[Saved entries]
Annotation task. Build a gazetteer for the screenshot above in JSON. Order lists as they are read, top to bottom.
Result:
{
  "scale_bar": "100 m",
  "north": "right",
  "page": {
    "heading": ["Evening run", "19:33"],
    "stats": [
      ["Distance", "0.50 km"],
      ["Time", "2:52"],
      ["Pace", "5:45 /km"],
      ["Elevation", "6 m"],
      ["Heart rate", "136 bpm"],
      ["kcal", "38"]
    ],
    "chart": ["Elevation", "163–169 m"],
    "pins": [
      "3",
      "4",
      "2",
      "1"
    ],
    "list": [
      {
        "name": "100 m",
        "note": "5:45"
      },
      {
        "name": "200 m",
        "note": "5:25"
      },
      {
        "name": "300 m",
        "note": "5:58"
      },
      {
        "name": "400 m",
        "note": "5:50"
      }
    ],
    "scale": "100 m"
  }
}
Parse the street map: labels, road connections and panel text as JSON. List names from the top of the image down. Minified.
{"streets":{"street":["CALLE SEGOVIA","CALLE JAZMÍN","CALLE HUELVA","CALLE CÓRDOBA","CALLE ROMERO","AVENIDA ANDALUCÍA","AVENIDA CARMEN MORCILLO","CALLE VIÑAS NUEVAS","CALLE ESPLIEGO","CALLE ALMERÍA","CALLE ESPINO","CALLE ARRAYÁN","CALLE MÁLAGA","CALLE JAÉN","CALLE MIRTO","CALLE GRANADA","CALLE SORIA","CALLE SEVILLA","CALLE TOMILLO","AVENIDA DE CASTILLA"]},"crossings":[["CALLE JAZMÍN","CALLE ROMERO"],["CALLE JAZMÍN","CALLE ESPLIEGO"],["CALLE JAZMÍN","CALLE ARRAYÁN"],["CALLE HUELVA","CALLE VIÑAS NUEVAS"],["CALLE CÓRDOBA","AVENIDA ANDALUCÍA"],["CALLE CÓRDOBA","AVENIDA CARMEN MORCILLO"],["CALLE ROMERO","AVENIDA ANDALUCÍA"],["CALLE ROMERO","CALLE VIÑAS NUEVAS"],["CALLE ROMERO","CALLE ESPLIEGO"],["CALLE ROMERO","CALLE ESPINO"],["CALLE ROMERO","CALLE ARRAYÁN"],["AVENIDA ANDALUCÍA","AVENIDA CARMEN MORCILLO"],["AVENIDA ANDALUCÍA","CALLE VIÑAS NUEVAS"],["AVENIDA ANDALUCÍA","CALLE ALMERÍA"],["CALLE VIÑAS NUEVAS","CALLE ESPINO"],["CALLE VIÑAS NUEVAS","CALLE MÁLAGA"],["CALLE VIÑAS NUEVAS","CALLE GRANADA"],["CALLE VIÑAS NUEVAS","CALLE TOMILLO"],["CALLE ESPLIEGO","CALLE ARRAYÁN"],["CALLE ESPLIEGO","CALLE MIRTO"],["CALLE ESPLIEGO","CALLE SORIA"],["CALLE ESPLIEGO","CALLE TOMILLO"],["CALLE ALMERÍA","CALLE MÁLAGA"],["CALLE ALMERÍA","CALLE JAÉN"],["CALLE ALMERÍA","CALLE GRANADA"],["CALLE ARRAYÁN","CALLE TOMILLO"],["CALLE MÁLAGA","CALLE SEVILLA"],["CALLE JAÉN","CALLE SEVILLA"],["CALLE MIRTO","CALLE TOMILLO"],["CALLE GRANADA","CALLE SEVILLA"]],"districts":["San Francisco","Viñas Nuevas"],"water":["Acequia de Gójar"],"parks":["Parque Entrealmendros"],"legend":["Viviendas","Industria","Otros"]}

#### TASK STATEMENT
Make a word-for-word copy of the records.

#### SOLUTION FOR THIS EXERCISE
Annotation task. Build a gazetteer for the screenshot above in JSON. Order lists as they are read, top to bottom.
Result:
{
  "scale_bar": "100 m",
  "north": "right",
  "page": {
    "heading": ["Evening run", "19:33"],
    "stats": [
      ["Distance", "0.50 km"],
      ["Time", "2:52"],
      ["Pace", "5:45 /km"],
      ["Elevation", "6 m"],
      ["Heart rate", "136 bpm"],
      ["kcal", "38"]
    ],
    "chart": ["Elevation", "163–169 m"],
    "pins": [
      "3",
      "4",
      "2",
      "1"
    ],
    "list": [
      {
        "name": "100 m",
        "note": "5:45"
      },
      {
        "name": "200 m",
        "note": "5:25"
      },
      {
        "name": "300 m",
        "note": "5:58"
      },
      {
        "name": "400 m",
        "note": "5:50"
      }
    ],
    "scale": "100 m"
  }
}
Parse the street map: labels, road connections and panel text as JSON. List names from the top of the image down. Minified.
{"streets":{"street":["CALLE SEGOVIA","CALLE JAZMÍN","CALLE HUELVA","CALLE CÓRDOBA","CALLE ROMERO","AVENIDA ANDALUCÍA","AVENIDA CARMEN MORCILLO","CALLE VIÑAS NUEVAS","CALLE ESPLIEGO","CALLE ALMERÍA","CALLE ESPINO","CALLE ARRAYÁN","CALLE MÁLAGA","CALLE JAÉN","CALLE MIRTO","CALLE GRANADA","CALLE SORIA","CALLE SEVILLA","CALLE TOMILLO","AVENIDA DE CASTILLA"]},"crossings":[["CALLE JAZMÍN","CALLE ROMERO"],["CALLE JAZMÍN","CALLE ESPLIEGO"],["CALLE JAZMÍN","CALLE ARRAYÁN"],["CALLE HUELVA","CALLE VIÑAS NUEVAS"],["CALLE CÓRDOBA","AVENIDA ANDALUCÍA"],["CALLE CÓRDOBA","AVENIDA CARMEN MORCILLO"],["CALLE ROMERO","AVENIDA ANDALUCÍA"],["CALLE ROMERO","CALLE VIÑAS NUEVAS"],["CALLE ROMERO","CALLE ESPLIEGO"],["CALLE ROMERO","CALLE ESPINO"],["CALLE ROMERO","CALLE ARRAYÁN"],["AVENIDA ANDALUCÍA","AVENIDA CARMEN MORCILLO"],["AVENIDA ANDALUCÍA","CALLE VIÑAS NUEVAS"],["AVENIDA ANDALUCÍA","CALLE ALMERÍA"],["CALLE VIÑAS NUEVAS","CALLE ESPINO"],["CALLE VIÑAS NUEVAS","CALLE MÁLAGA"],["CALLE VIÑAS NUEVAS","CALLE GRANADA"],["CALLE VIÑAS NUEVAS","CALLE TOMILLO"],["CALLE ESPLIEGO","CALLE ARRAYÁN"],["CALLE ESPLIEGO","CALLE MIRTO"],["CALLE ESPLIEGO","CALLE SORIA"],["CALLE ESPLIEGO","CALLE TOMILLO"],["CALLE ALMERÍA","CALLE MÁLAGA"],["CALLE ALMERÍA","CALLE JAÉN"],["CALLE ALMERÍA","CALLE GRANADA"],["CALLE ARRAYÁN","CALLE TOMILLO"],["CALLE MÁLAGA","CALLE SEVILLA"],["CALLE JAÉN","CALLE SEVILLA"],["CALLE MIRTO","CALLE TOMILLO"],["CALLE GRANADA","CALLE SEVILLA"]],"districts":["San Francisco","Viñas Nuevas"],"water":["Acequia de Gójar"],"parks":["Parque Entrealmendros"],"legend":["Viviendas","Industria","Otros"]}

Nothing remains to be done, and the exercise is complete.